**EXERCISE PROMPT**: From the listing below, copy out every line where the word "speed" appears.

**SUPPLIED MATERIAL**:
▬▬▬▬▬▬▬▬▬▬
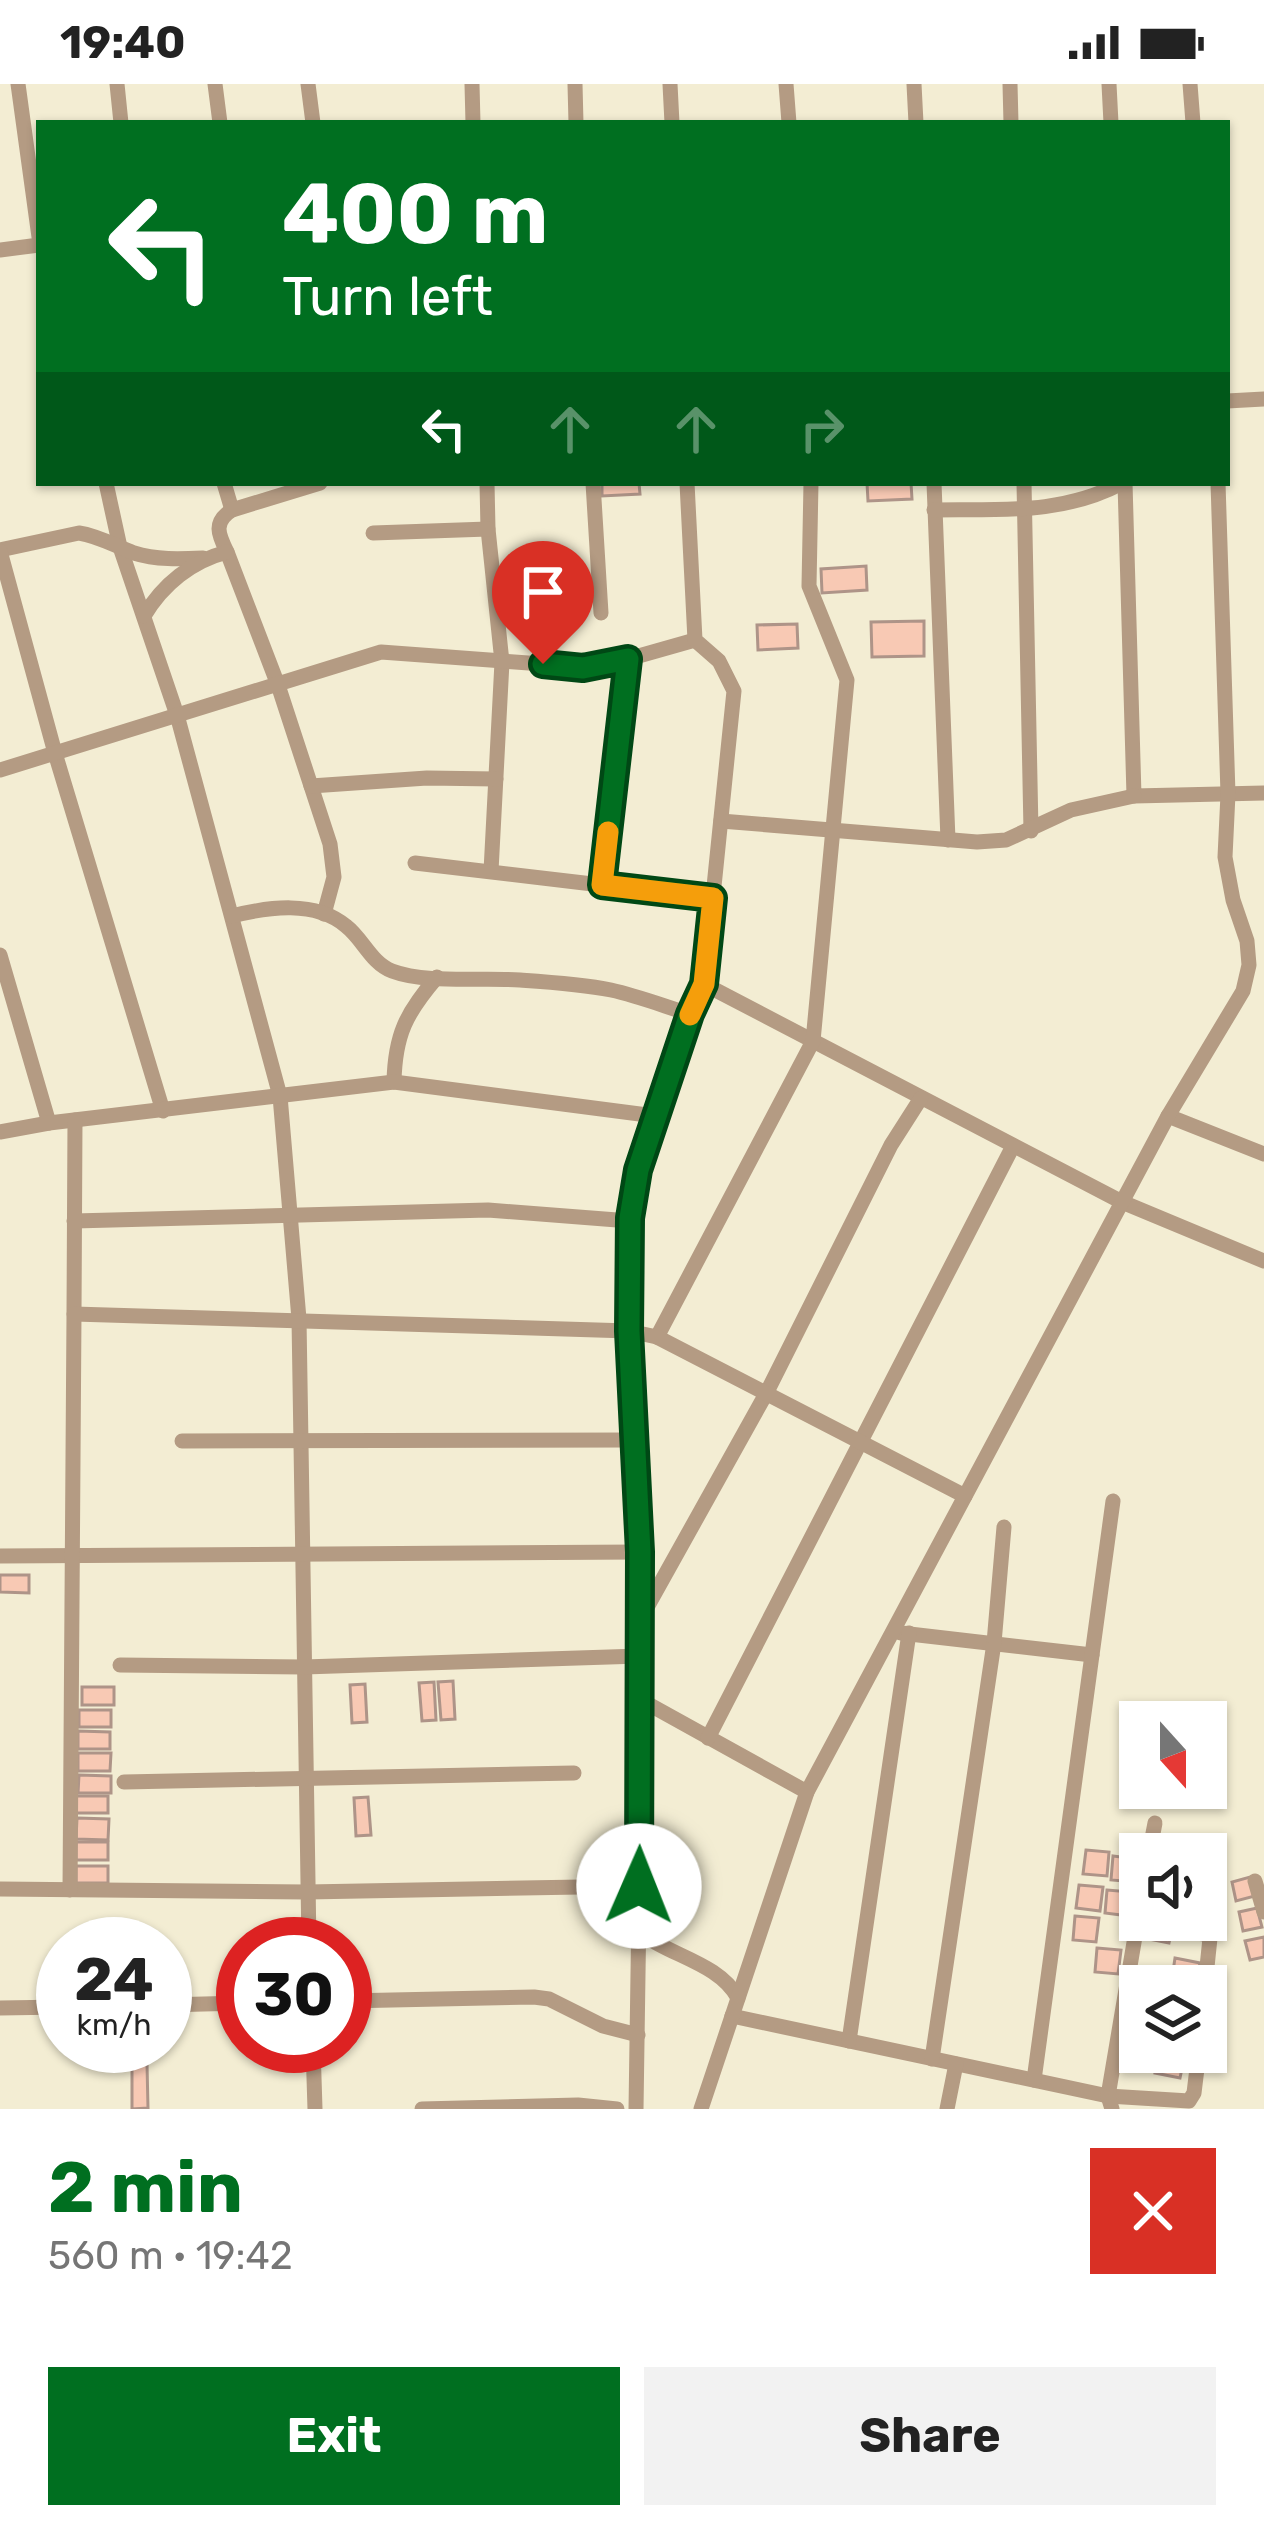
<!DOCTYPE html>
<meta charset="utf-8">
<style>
body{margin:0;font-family:Rubik,sans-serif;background:#f2f2f2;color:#222;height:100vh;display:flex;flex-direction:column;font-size:45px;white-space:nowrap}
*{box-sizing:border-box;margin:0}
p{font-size:39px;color:#767676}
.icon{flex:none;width:66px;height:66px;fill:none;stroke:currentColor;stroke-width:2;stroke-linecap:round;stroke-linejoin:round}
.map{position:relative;height:2025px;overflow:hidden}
.sheet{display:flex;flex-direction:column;background:#fff;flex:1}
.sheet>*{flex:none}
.hud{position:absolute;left:36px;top:36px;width:1194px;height:366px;border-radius:0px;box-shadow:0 3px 9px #0004;background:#006f20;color:#fff;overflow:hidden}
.needle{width:78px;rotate:159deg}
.controls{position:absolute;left:1119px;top:1617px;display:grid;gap:24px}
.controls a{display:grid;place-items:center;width:108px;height:108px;border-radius:0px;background:#fff;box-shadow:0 3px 9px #0004;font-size:60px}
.speed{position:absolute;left:36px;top:1833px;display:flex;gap:24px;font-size:60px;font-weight:700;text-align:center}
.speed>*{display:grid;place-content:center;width:156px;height:156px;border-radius:50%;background:#fff;box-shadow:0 3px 9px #0004;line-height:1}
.speed small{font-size:30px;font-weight:400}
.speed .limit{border:18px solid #d22;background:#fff;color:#111}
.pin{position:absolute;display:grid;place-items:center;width:102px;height:102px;color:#fff;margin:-123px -51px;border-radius:50% 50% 50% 0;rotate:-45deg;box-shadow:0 0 12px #0007}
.pin .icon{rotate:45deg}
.me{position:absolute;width:132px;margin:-66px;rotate:1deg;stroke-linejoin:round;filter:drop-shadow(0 0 9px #0008)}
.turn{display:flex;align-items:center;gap:42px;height:252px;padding:0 48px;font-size:54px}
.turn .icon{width:156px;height:156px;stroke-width:2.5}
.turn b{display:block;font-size:84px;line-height:102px}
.lanes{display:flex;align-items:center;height:114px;padding:0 48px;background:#0003;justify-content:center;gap:60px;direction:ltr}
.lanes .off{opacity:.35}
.round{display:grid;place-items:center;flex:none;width:126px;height:126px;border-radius:0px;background:#f2f2f2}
.headline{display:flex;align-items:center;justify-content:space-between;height:204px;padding:0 48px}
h1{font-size:72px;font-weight:700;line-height:90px;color:#006f20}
.cta{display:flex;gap:24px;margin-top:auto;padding:24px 48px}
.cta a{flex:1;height:138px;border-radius:0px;background:#006f20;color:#fff;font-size:48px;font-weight:700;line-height:138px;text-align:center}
.cta a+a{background:#f2f2f2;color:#222}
.status{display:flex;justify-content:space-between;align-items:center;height:84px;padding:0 60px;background:#fff;direction:ltr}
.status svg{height:33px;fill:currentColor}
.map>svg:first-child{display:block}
.building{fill:#f8c9b4;stroke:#ae9488;stroke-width:3}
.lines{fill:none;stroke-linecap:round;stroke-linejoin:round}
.minor{stroke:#b49b83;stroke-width:15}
.route-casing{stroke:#004815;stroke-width:30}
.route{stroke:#006f20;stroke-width:21}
.slow{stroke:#f59e0b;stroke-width:21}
</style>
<div class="status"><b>19:40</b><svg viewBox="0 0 49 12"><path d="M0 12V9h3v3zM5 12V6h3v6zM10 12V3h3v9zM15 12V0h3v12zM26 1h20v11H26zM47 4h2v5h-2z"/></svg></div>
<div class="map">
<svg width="1264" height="2025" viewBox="0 0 1264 2025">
<rect width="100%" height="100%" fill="#f3edd3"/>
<g class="building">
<path d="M602 399H639L640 410 602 412Z"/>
<path d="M867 399H911L912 415 868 417Z"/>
<path d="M866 482 867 506 822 509 821 485Z"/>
<path d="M924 537V572L872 573 871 538Z"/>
<path d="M797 540 798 564 758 566 757 541Z"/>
<path d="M0 1491H29V1509L0 1508Z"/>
<path d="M453 1597 455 1635 441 1636 438 1598Z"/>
<path d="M434 1598 436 1636 422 1637 419 1599Z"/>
<path d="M365 1600 367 1638 352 1639 350 1601Z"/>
<rect x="82" y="1603" width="32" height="18"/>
<rect x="79" y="1626" width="32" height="17"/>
<path d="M78 1647 110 1648V1665H78Z"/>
<path d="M78 1669H111L110 1687H78Z"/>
<path d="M79 1691 111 1692V1709H78Z"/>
<rect x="76" y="1712" width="32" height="17"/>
<path d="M368 1713 371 1751 356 1752 354 1714Z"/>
<path d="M77 1734 109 1735 108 1756 76 1755Z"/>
<rect x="76" y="1758" width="32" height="18"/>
<path d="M1086 1766 1109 1768 1107 1792 1083 1790Z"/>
<path d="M1113 1772 1137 1775 1135 1798 1111 1796Z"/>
<rect x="76" y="1782" width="32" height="17"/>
<path d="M1250 1793 1255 1812 1236 1817 1232 1798Z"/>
<path d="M1079 1801 1103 1803 1100 1827 1076 1824Z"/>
<path d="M1107 1806 1131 1808 1129 1832 1105 1829Z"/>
<path d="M1257 1824 1262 1843 1243 1847 1239 1828Z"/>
<path d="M1075 1832 1099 1834 1096 1858 1073 1856Z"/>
<path d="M1148 1836 1173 1840 1169 1859 1144 1854Z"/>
<path d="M1181 1836 1206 1837 1203 1856 1178 1852Z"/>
<path d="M1264 1853V1873L1250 1876 1245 1857Z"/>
<path d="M1097 1864 1121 1866 1118 1890 1095 1888Z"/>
<path d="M1175 1874 1200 1879 1196 1898 1172 1894Z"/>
<path d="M1159 1970 1184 1975 1180 1994 1155 1989Z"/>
<path d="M132 1980H147L148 2024 132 2025Z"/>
</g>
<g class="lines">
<g class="minor">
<path d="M18 0 39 153"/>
<path d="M117 0 121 39"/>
<path d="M215 0 220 39"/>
<path d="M308 0 313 39"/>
<path d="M472 0 473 39"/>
<path d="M575 0 576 39"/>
<path d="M670 0 672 39"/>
<path d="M786 0 789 39"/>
<path d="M914 0 916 39"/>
<path d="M1010 0 1011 39"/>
<path d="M1109 0 1111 39"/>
<path d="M1190 0 1193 39"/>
<path d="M0 166 39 161"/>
<path d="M1227 317 1264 315"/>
<path d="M106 399 120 463 177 631 280 1012 299 1235 309 1860"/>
<path d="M224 399 232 426"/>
<path d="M320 399 232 426C213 438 218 450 227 468L278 601 330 760 334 793 324 830"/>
<path d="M487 399 488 445 502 578 491 787"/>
<path d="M593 399 601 529"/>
<path d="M934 399 948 756"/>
<path d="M1024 399 1031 747"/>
<path d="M1125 399 1134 712 1264 709"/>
<path d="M934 426C1002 425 1061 431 1122 399"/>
<path d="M373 449 488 445"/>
<path d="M0 466 79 449C99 452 115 462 134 469 156 476 180 475 203 474"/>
<path d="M0 467 55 669 163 1027"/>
<path d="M144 532C163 500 192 477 227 468"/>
<path d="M628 575 601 801 713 814"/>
<path d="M0 686 381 568 583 583 628 575 695 556"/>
<path d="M311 702 427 694 496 695"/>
<path d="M721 737 977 758 1006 756 1071 726 1134 712"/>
<path d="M415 779 601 801"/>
<path d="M232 832C268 823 315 816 346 842 363 855 371 879 392 887 426 900 482 893 520 896 550 898 582 900 611 906 638 912 664 922 690 930"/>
<path d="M0 871 49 1039"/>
<path d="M704 900 1122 1118 1264 1177"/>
<path d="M394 998C395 951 406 929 437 893"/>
<path d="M1168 1032 1264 1070"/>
<path d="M0 1048 49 1039 394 998 655 1032"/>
<path d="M74 1137 488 1126 630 1137"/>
<path d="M74 1230 75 1036"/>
<path d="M657 1253 813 957 847 596 809 502 811 399"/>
<path d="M182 1357 633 1356"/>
<path d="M0 1472 640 1468"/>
<path d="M641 1534 767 1308 891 1061 921 1014"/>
<path d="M901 1549 1092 1571"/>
<path d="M120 1581 304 1583 640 1572"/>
<path d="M641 1616 807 1708"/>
<path d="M708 1654 1013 1062"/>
<path d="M124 1698 574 1689"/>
<path d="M1149 1770 1155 1739"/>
<path d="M1255 1797 1264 1828"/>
<path d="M0 1805 307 1808 639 1802"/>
<path d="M70 1806 74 1230 629 1247 657 1253 965 1412"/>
<path d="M639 1848C670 1872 719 1879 738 1914"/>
<path d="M1205 1902 1212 1835 1206 1830"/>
<path d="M345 1917 534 1913 549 1915 603 1942 638 1951"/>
<path d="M165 1921 243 1919"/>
<path d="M0 1924 63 1923"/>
<path d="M732 1932 1108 2012 1189 2017 1194 2009 1199 1968"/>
<path d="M849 1957 909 1549"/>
<path d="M313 1962 315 2025"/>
<path d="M932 1975 994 1559 1004 1443"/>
<path d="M1034 1996 1113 1417"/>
<path d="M422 2025 578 2021 617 2025"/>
<path d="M636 2025 641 1688 640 1468 629 1247 630 1134 638 1086 655 1032 704 900 734 607 719 577 695 556 687 399"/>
<path d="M701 2025 807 1708 1168 1032 1243 907 1249 881 1247 857 1233 816 1225 773 1228 710 1218 399"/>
<path d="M947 2025 956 1980"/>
<path d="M1112 2025 1108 2012 1140 1823"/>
</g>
</g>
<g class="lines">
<g class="route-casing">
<path id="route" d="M543 580 583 584 628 575 602 801 713 814 704 900 690 930 638 1086 630 1134 629 1247 640 1468 639 1802"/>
</g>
<use href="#route" class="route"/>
<path class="slow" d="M608 748 602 801 713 814 704 900 690 931"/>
</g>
</svg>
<div class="controls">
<a><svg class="needle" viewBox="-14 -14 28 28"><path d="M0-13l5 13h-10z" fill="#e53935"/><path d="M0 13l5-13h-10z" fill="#767676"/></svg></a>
<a><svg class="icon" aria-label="sound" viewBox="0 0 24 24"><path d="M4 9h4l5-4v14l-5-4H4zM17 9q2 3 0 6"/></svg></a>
<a><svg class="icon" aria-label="layers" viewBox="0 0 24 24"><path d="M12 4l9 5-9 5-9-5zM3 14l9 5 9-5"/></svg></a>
</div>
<div class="speed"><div>24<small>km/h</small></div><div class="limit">30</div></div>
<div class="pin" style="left:543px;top:580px;background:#d93025"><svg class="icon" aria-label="arrive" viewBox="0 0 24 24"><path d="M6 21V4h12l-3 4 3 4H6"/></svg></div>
<svg class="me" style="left:639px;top:1802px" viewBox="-20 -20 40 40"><circle r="19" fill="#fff"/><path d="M0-13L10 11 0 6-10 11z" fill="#006f20"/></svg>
<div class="hud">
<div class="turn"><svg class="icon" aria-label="left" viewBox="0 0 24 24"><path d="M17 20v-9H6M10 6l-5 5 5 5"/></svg><div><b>400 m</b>Turn left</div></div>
<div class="lanes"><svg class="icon" aria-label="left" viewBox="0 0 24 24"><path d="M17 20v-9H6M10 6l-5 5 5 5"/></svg><svg class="icon off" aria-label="ahead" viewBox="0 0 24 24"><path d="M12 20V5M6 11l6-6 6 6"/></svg><svg class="icon off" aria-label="ahead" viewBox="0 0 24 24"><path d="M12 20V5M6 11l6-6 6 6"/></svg><svg class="icon off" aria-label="right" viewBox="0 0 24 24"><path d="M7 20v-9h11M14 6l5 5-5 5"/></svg></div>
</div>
</div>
<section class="sheet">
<div class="headline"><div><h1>2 min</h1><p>560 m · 19:42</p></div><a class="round" style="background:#d93025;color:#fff"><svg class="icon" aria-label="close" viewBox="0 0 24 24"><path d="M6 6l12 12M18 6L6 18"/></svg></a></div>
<div class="cta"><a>Exit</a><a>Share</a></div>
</section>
▬▬▬▬▬▬▬▬▬▬
**COMPLETED TASK**:
.speed{position:absolute;left:36px;top:1833px;display:flex;gap:24px;font-size:60px;font-weight:700;text-align:center}
.speed>*{display:grid;place-content:center;width:156px;height:156px;border-radius:50%;background:#fff;box-shadow:0 3px 9px #0004;line-height:1}
.speed small{font-size:30px;font-weight:400}
.speed .limit{border:18px solid #d22;background:#fff;color:#111}
<div class="speed"><div>24<small>km/h</small></div><div class="limit">30</div></div>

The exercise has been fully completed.